Investigate Tiktok for Potentially Unlawful Surveillance Targeting Individuals
WASHINGTON, D.C. – The Federal Trade Commission (FTC), Congress, and the Committee on Foreign Investment in the United States must investigate ByteDance, the Chinese parent company of social media app Tiktok, which unlawfully tracked or planned to track the physical locations of specific U.S. citizens to conduct covert surveillance, a Public Citizen said in a letter sent today.
Company documents reported on by Forbes revealed a plan for Tiktok’s Beijing team to monitor the location of specific U.S. citizens by “accessing location data from some U.S. users’ devices without their knowledge or consent.” The documents alleged that location data would be used for the express purpose of surveillance as opposed to ad targeting. Targeted individuals were not current or former employees of the company, ruling out the possibility of any kind of internal workplace review or investigation.

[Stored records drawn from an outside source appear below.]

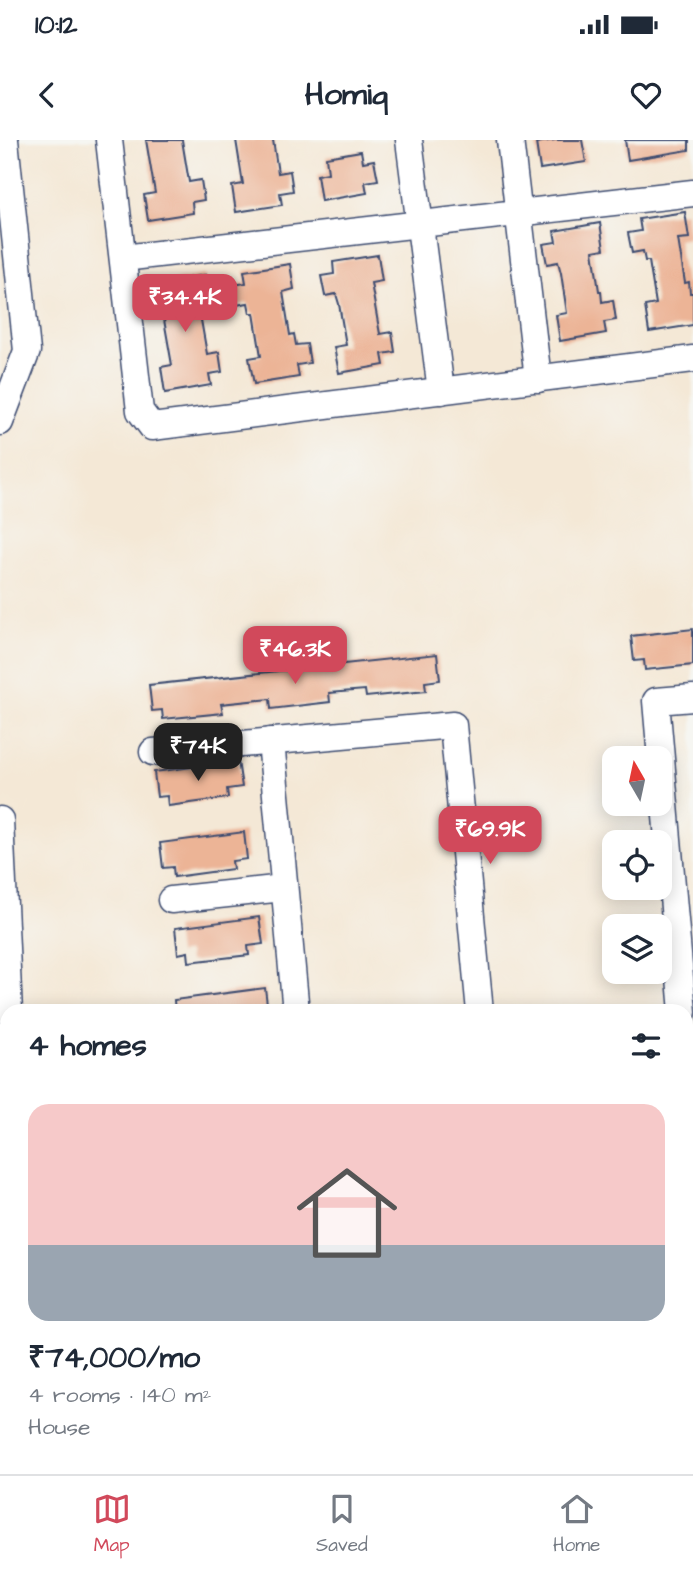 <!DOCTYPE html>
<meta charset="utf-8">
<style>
body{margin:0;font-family:"Architects Daughter",sans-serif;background:#f6f6f7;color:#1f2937;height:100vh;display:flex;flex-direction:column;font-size:26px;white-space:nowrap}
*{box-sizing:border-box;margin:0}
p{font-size:23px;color:#747a83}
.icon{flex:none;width:38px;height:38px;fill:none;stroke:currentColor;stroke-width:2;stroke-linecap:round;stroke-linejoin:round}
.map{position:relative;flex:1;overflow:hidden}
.drawer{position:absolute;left:0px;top:864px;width:693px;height:471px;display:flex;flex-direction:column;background:#fff;border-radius:21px 21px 0 0;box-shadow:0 4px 18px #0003}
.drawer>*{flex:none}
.needle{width:46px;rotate:351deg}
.controls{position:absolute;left:602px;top:606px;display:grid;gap:14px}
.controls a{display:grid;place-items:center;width:70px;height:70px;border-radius:14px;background:#fff;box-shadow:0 4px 18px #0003;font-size:35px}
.price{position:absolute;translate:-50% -60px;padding:0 16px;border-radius:14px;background:#d1495b;color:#fff;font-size:23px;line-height:46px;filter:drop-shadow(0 2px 4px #0008)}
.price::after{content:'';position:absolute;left:50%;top:42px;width:21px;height:16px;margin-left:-10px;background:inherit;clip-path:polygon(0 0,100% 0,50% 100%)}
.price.selected{background:#222;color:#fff}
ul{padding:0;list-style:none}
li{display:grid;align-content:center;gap:14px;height:371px;padding:0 28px}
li+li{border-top:2px solid #e0e1e3}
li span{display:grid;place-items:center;height:217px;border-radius:21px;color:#555}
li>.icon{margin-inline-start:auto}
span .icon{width:126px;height:126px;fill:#fffc;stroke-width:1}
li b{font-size:30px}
h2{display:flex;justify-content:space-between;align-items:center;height:84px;padding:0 28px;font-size:30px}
.status{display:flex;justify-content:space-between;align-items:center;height:49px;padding:0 35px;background:#fff;direction:ltr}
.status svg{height:19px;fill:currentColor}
header{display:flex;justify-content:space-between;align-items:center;height:91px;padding:0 28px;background:#fff;font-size:32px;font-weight:700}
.tabs{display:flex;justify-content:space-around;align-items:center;height:98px;border-top:2px solid #e0e1e3;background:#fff;font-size:19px;color:#747a83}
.tabs a{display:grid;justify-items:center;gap:4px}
.tabs .selected{color:#d1495b}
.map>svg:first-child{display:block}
.building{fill:#ecb496}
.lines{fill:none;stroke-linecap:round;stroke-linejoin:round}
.street-casing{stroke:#3c4b70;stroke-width:29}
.street{stroke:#fff;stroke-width:26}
</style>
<div class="status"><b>10:12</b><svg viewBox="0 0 49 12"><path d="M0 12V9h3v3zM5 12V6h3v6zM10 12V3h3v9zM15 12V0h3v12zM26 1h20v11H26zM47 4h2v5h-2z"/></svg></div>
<header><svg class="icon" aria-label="back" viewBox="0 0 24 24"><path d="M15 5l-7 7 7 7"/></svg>Homiq<svg class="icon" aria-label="heart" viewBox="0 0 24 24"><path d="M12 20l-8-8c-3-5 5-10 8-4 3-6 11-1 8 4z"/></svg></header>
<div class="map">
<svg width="693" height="1334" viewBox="0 0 693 1334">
<rect width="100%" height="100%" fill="#f6f6f2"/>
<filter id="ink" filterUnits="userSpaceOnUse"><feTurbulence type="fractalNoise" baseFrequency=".0143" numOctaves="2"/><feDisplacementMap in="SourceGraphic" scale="14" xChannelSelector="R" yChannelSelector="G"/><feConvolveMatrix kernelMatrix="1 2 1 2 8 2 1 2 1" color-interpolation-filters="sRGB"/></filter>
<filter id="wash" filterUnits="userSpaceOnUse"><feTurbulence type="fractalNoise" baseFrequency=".00686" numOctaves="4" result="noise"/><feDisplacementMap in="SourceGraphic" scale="28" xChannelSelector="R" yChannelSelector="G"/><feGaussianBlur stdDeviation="1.57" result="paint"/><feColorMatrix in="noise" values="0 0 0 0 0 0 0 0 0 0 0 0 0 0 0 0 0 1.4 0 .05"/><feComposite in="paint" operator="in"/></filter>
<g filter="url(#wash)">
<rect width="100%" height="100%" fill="#f4e8d6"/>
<g id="blocks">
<g class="building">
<path d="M 146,0 L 182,0 L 189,42 L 201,40 L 204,60 L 192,62 L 193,73 L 148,80 L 144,55 L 155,53 Z"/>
<path d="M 236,0 L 273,0 L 278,33 L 290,31 L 293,51 L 280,53 L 282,65 L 236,72 L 232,46 L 243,44 Z"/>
<path d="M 555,0 L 582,0 L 586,22 L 540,29 L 536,3 Z"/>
<path d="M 625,0 L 689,0 L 689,10 L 628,20 Z"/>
<path d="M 361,11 L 363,22 L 374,20 L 378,40 L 365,42 L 367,53 L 321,61 L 317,35 L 328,33 L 326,17 Z"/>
<path d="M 685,72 L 689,98 L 678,99 L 685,143 L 689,142 L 690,153 L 693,153 L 693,185 L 649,192 L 645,166 L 656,164 L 649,121 L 645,121 L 643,111 L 632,113 L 628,93 L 641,91 L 639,79 Z"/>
<path d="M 600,83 L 604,109 L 593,111 L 599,151 L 601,151 L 602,162 L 613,160 L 616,180 L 604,182 L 606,193 L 560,201 L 556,175 L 567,173 L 561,133 L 558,122 L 547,124 L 543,104 L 556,102 L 554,91 Z"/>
<path d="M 378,115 L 382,141 L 371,143 L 378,183 L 380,194 L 392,192 L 395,212 L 382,214 L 384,225 L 339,233 L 334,207 L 346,205 L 339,164 L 336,154 L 325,156 L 321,136 L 334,134 L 333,122 Z"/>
<path d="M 290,124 L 294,149 L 283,152 L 290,195 L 294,194 L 296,205 L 307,204 L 310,223 L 297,225 L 299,237 L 254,244 L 249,218 L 261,216 L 254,173 L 250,173 L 248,163 L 236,165 L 233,145 L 246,143 L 244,131 Z"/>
<path d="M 205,135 L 209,161 L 198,163 L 207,214 L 219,212 L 222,232 L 209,234 L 211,245 L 165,253 L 161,227 L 172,225 L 163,174 L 151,176 L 148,156 L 161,154 L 159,143 Z"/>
<path d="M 693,489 L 693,525 L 645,530 L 644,520 L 634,521 L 631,496 Z"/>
<path d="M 437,514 L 440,540 L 425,542 L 426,551 L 366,557 L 365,550 L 329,553 L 330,562 L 271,569 L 270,559 L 221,564 L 223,573 L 163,579 L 162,570 L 152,571 L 149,545 Z"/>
<path d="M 238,621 L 242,647 L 227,649 L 228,658 L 168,666 L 167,656 L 157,657 L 154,632 Z"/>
<path d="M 244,692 L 247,719 L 232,721 L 233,729 L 174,737 L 173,727 L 163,728 L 160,703 Z"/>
<path d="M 259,777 L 263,804 L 248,806 L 249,815 L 189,822 L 188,812 L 178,814 L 175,788 Z"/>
<path d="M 265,848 L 268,872 L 175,872 L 174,860 Z"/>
</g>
</g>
</g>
<g filter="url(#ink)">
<use href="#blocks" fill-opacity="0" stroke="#3c4b70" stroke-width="2"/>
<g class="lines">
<g class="street-casing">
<g id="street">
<path d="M 109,0 L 140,271 L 152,287 L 693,219"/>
<path d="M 409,0 L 441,251"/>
<path d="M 510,0 L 538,239"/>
<path d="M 123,118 L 693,53"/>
<path d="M 0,282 L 27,211 L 5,0"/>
<path d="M 271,601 L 296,872"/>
<path d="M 153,612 L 453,585 L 480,872"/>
<path d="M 0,680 L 9,872"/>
<path d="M 171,760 L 284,748"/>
<path d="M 683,872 L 656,561 L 693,558"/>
<path d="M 692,1033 L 693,1033"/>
<path d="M 0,1223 L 7,1227"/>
<path d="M 686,1304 L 693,1303"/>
<path d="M 311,1334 L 312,1328"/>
<path d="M 377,1334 L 436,1328"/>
</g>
</g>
<use href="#street" class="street"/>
</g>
</g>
</svg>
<div class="controls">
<a><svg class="needle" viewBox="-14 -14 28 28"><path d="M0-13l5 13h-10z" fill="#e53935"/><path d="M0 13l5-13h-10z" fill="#747a83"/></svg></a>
<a><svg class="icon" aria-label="locate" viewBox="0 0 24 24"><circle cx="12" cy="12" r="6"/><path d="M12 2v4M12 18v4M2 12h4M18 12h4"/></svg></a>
<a><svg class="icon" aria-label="layers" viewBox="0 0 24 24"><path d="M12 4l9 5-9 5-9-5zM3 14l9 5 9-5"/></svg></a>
</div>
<b class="price" style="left:185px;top:194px">₹34.4K</b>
<b class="price" style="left:295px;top:546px">₹46.3K</b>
<b class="price selected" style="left:198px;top:643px">₹74K</b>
<b class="price" style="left:490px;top:726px">₹69.9K</b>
<section class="drawer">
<h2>4 homes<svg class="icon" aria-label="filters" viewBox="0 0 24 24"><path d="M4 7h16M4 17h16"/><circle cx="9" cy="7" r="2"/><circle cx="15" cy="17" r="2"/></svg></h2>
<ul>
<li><span style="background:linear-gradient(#f6c9c9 65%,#9aa5b1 0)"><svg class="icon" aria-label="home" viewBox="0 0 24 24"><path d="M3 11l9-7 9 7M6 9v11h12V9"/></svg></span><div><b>₹74,000/mo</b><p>4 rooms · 140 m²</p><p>House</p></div></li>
</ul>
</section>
</div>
<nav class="tabs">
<a class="selected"><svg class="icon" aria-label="map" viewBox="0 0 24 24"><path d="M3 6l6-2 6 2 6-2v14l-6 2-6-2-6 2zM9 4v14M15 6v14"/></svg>Map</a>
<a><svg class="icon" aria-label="saved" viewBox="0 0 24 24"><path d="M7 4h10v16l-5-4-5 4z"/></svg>Saved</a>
<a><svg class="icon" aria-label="home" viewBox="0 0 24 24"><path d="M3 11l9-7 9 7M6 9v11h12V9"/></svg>Home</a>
</nav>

“If disturbing allegations in the Forbes report are substantiated, the implications of such blatant abuses of user data by a foreign company are immense,” the letter said. “This threatens a Big Brother-type surveillance that is antithetical to democratic values, may threaten individuals’ personal security, and violates the most basic societal expectations about personal privacy.”
Unauthorized location monitoring is one of the most invasive, insidious data practices imaginable, the letter notes. From this information, it is possible to determine where people live, work, pray, obtain health care, and more. While this kind of surveillance is widespread, companies seldom take interest in specific individuals.
Public Citizen is calling for an investigation that addresses the following issues:
- Which specific surveillance practices have been contemplated, considered, or used;
- What were the specific goals of the surveillance;
- Whether any information gathered through the surveillance was shared with third parties, including the Chinese government, other foreign governments, other corporations, or other organizations;
- Whether ByteDance and/or Tiktok sought to profit or develop a business line with the surveillance and sharing of information about specific individuals;
- Whether the terms currently being negotiated by the Committee on Foreign Investment would adequately protect against such surveillance practices – including whether they could stop an American subsidiary from engaging in such practices;
- Whether the practices described in the Forbes story are unfair and deceptive to consumers and in contravention of Federal Trade Commission Act and other laws and regulations;
- What impacts such surveillance practices might have on children;
- What potential threats this kind of surveillance might pose to the privacy and physical safety of targeted individuals; and
- What potential threats it might pose to U.S. government officials, journalists, activists, foreign nationals, as well as broader considerations of national security, human rights advocacy, and democracy.
If any wrongdoing or misconduct is uncovered, the FTC must act quickly to hold Tiktok and ByteDance accountable.